Exercise description
Copy, in full, each line of the material that holds the word "they".

Supplied information

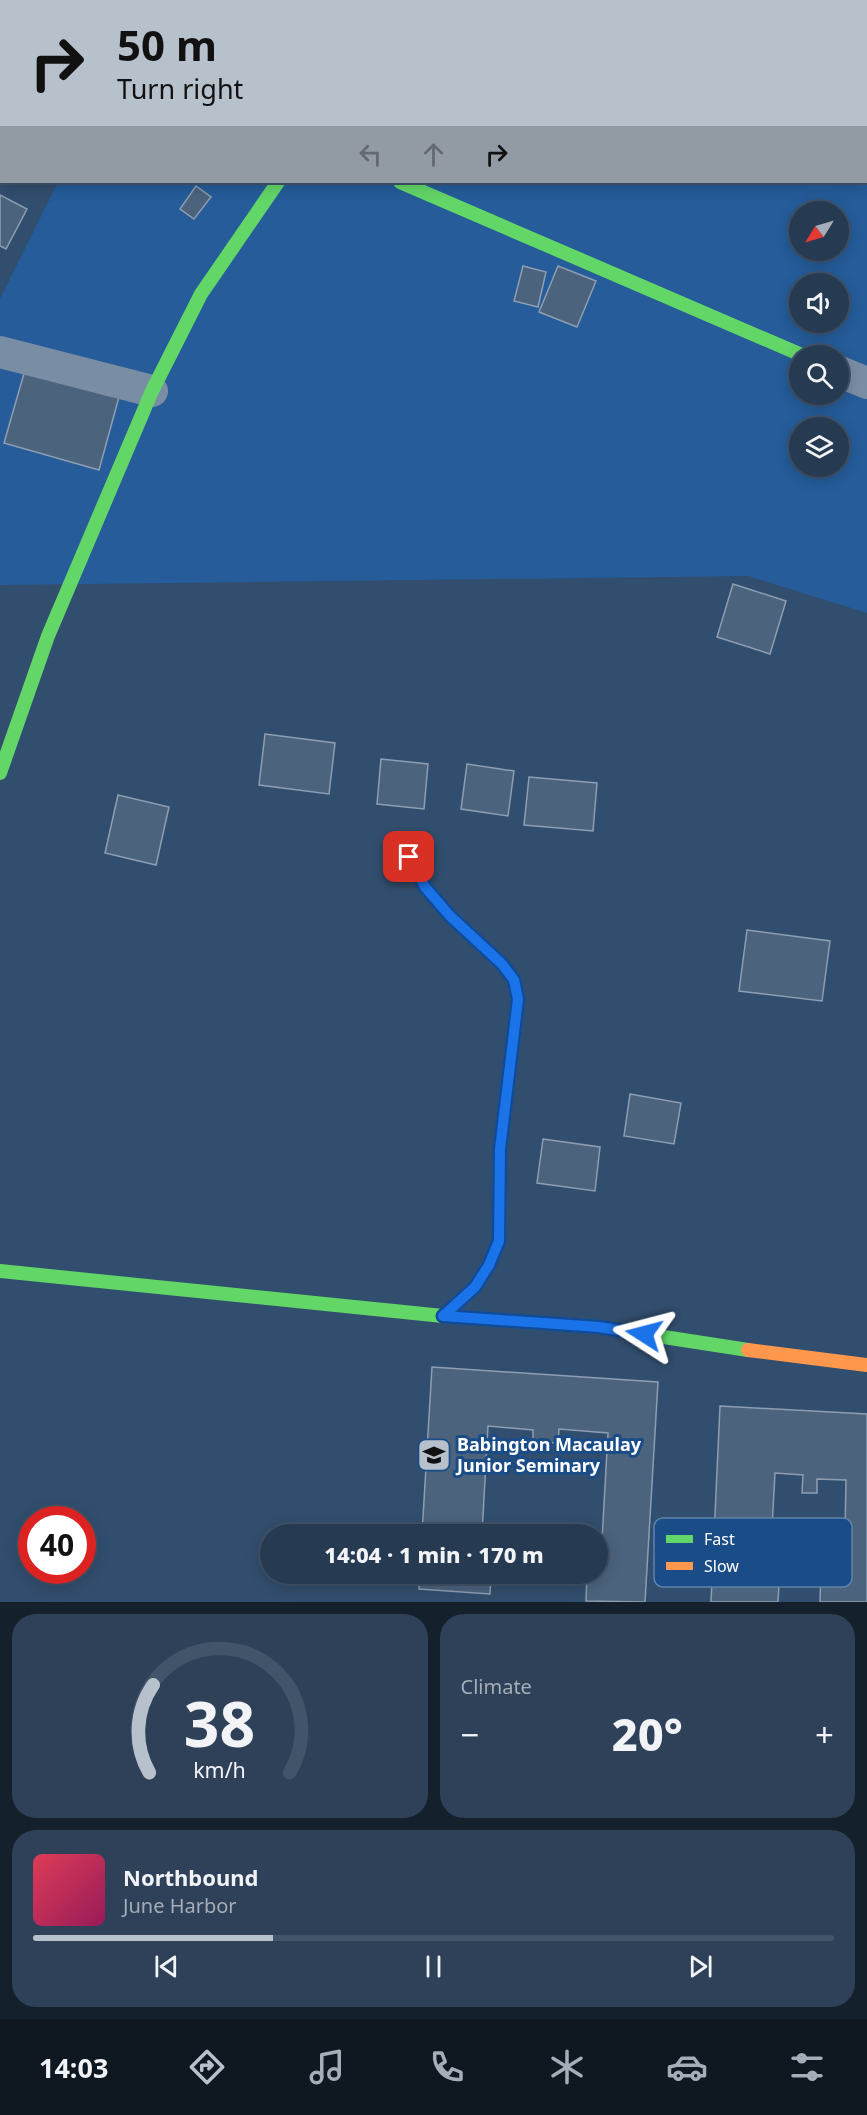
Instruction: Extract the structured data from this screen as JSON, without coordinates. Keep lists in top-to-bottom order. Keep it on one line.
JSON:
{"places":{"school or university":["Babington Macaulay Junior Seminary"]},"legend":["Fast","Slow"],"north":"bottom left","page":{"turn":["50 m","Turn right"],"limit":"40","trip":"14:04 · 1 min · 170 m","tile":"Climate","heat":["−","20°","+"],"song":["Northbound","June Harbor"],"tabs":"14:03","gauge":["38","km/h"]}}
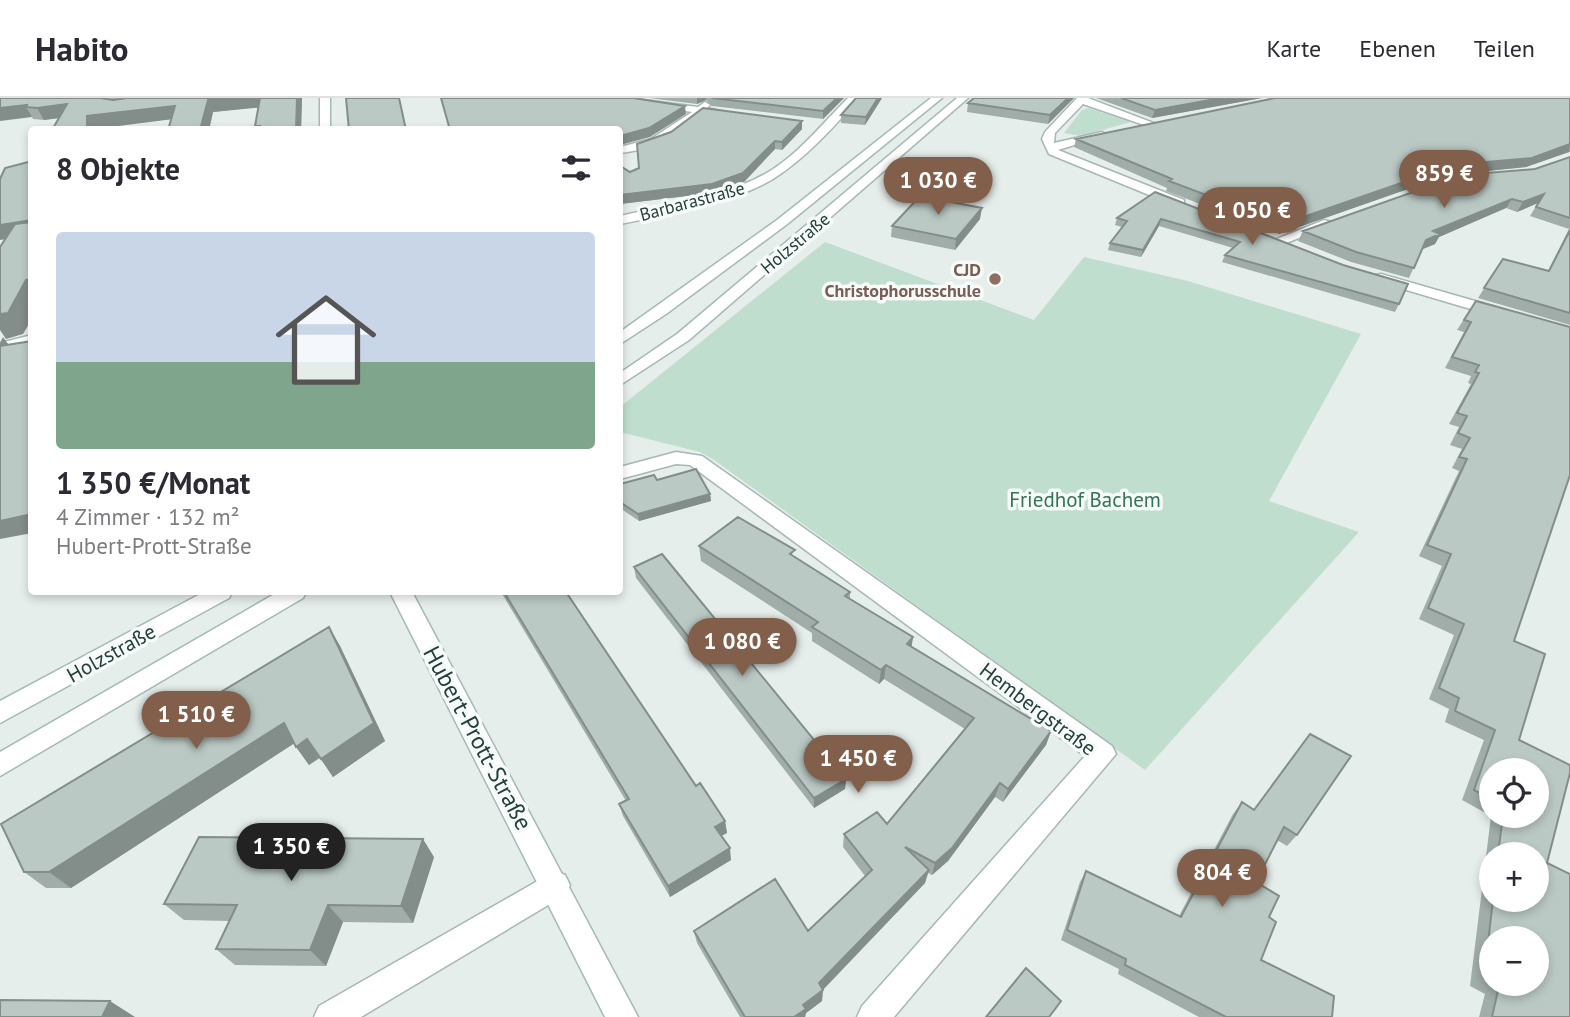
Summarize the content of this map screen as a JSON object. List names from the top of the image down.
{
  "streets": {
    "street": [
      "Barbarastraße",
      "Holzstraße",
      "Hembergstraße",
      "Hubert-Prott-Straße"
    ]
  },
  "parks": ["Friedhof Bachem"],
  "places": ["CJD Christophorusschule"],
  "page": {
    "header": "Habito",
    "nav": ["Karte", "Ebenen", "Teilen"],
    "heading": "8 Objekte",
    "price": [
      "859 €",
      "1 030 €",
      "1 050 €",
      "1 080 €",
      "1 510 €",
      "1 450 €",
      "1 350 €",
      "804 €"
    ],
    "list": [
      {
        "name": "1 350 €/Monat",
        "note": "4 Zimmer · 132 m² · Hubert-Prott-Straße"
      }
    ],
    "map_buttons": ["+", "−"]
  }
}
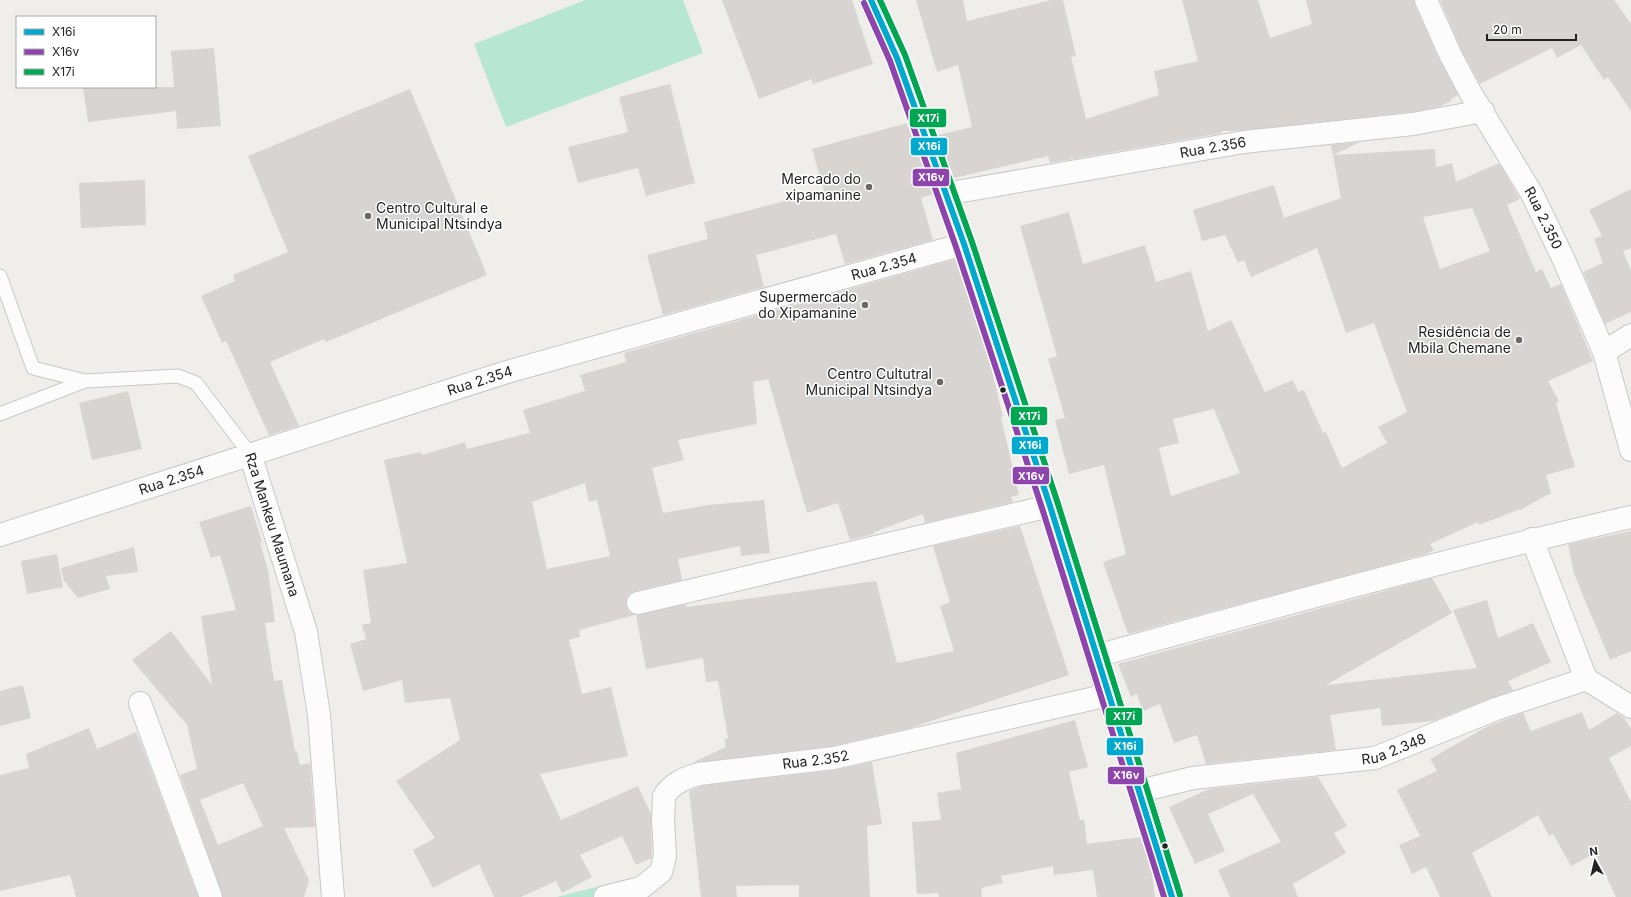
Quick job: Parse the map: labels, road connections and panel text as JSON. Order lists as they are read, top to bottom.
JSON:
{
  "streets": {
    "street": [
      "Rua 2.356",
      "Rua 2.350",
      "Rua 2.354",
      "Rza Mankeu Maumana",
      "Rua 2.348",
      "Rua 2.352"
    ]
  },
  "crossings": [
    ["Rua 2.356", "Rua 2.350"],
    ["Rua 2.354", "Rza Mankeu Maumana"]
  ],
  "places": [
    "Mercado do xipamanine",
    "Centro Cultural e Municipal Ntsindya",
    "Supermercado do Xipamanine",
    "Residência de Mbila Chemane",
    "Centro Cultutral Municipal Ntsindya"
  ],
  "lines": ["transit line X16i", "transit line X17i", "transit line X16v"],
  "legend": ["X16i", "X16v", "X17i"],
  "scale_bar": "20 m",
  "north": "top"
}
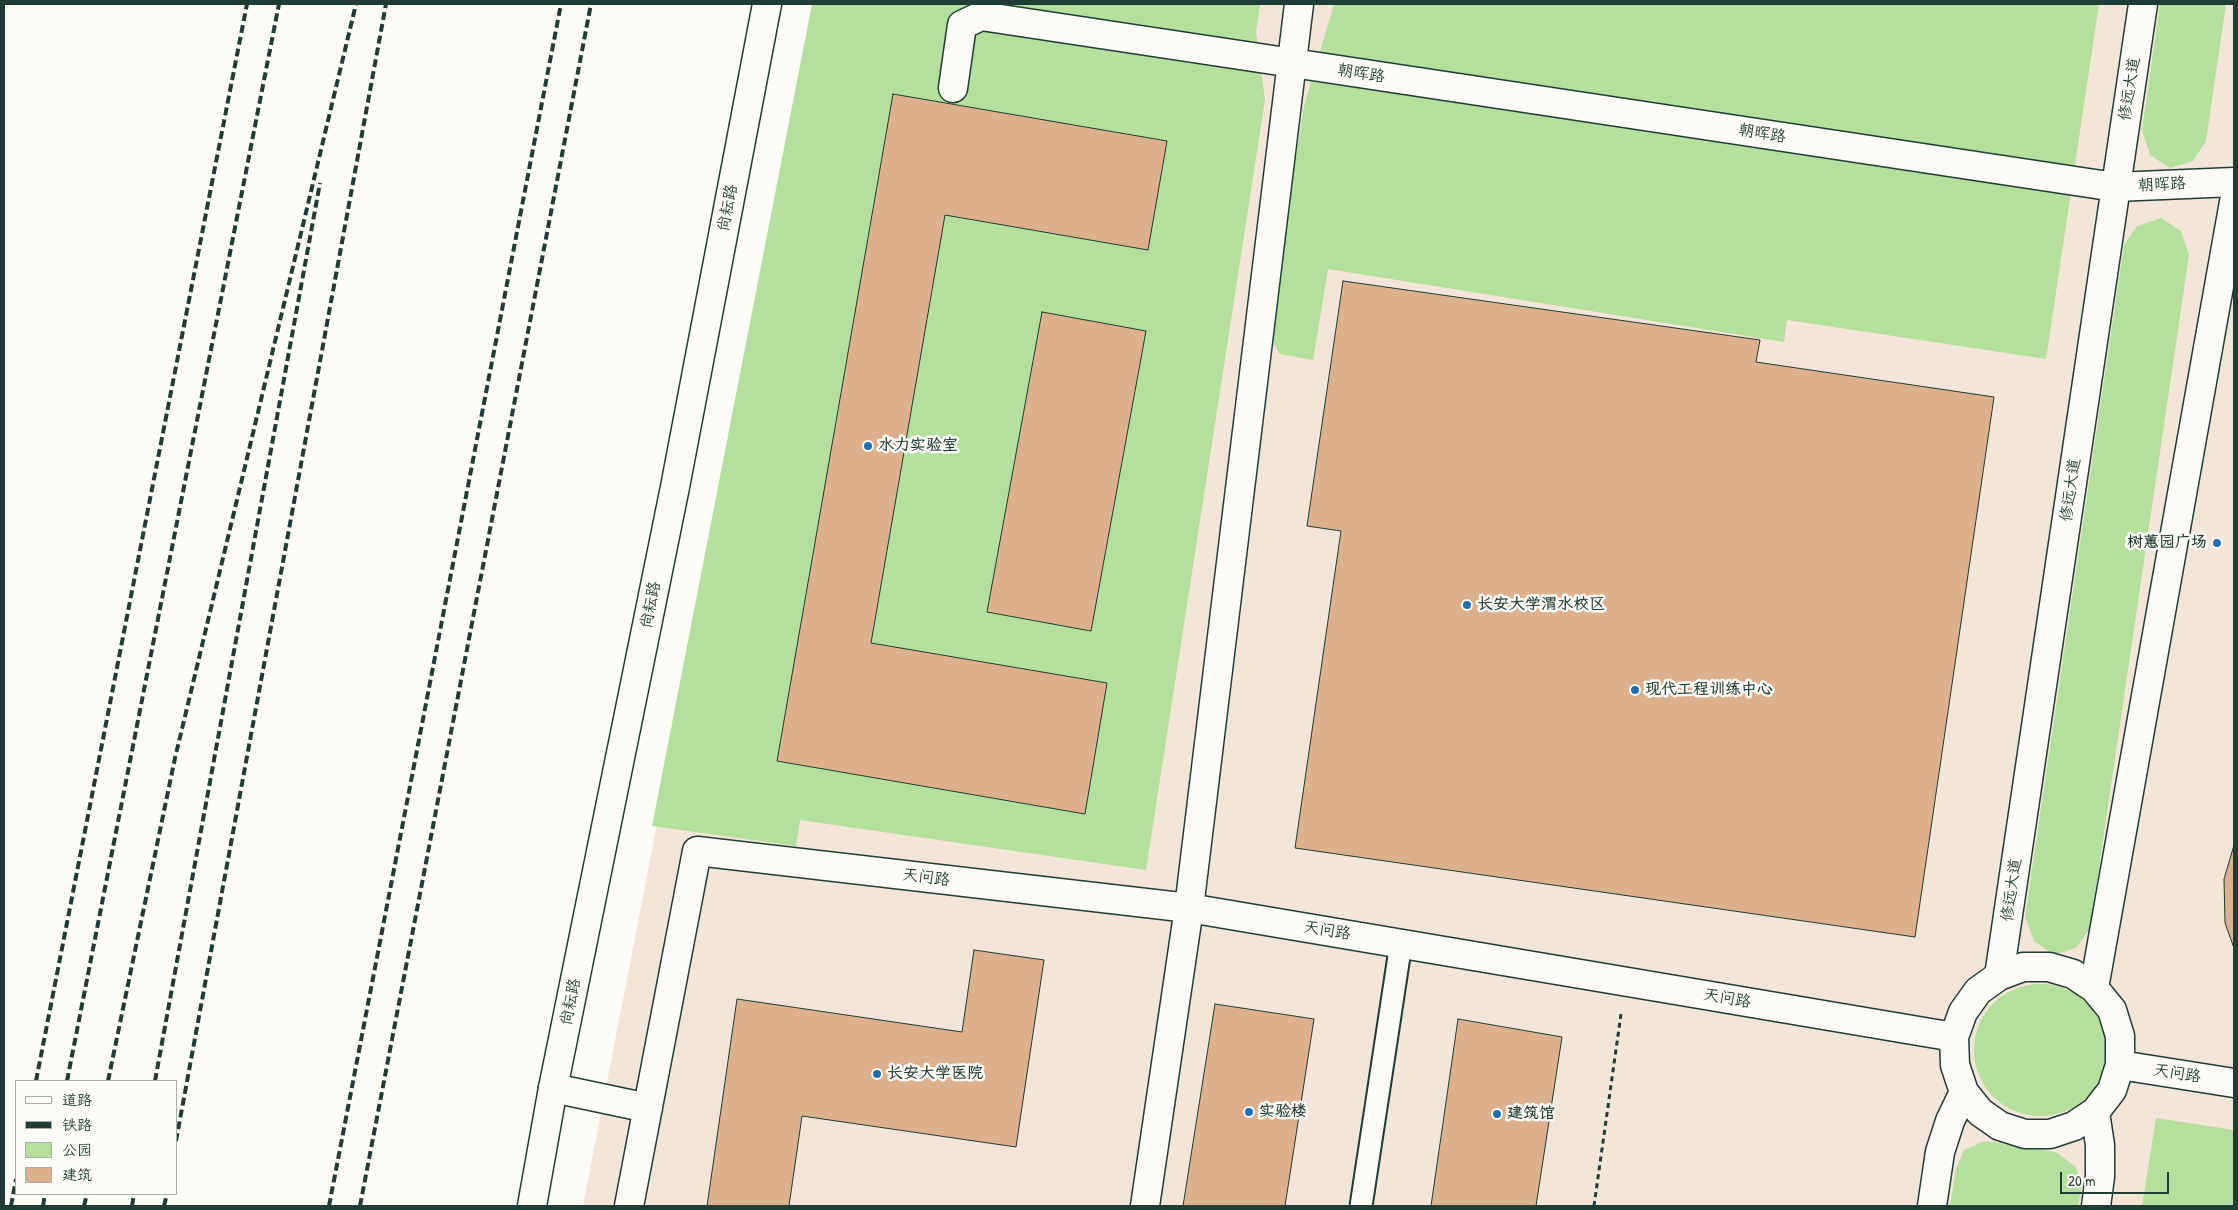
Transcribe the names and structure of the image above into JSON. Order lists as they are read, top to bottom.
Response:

Final answer
Quick job: Parse the map: labels, road connections and panel text as JSON. Order lists as they are read, top to bottom.
Transcribe the names and structure of the image above into JSON. Order lists as they are read, top to bottom.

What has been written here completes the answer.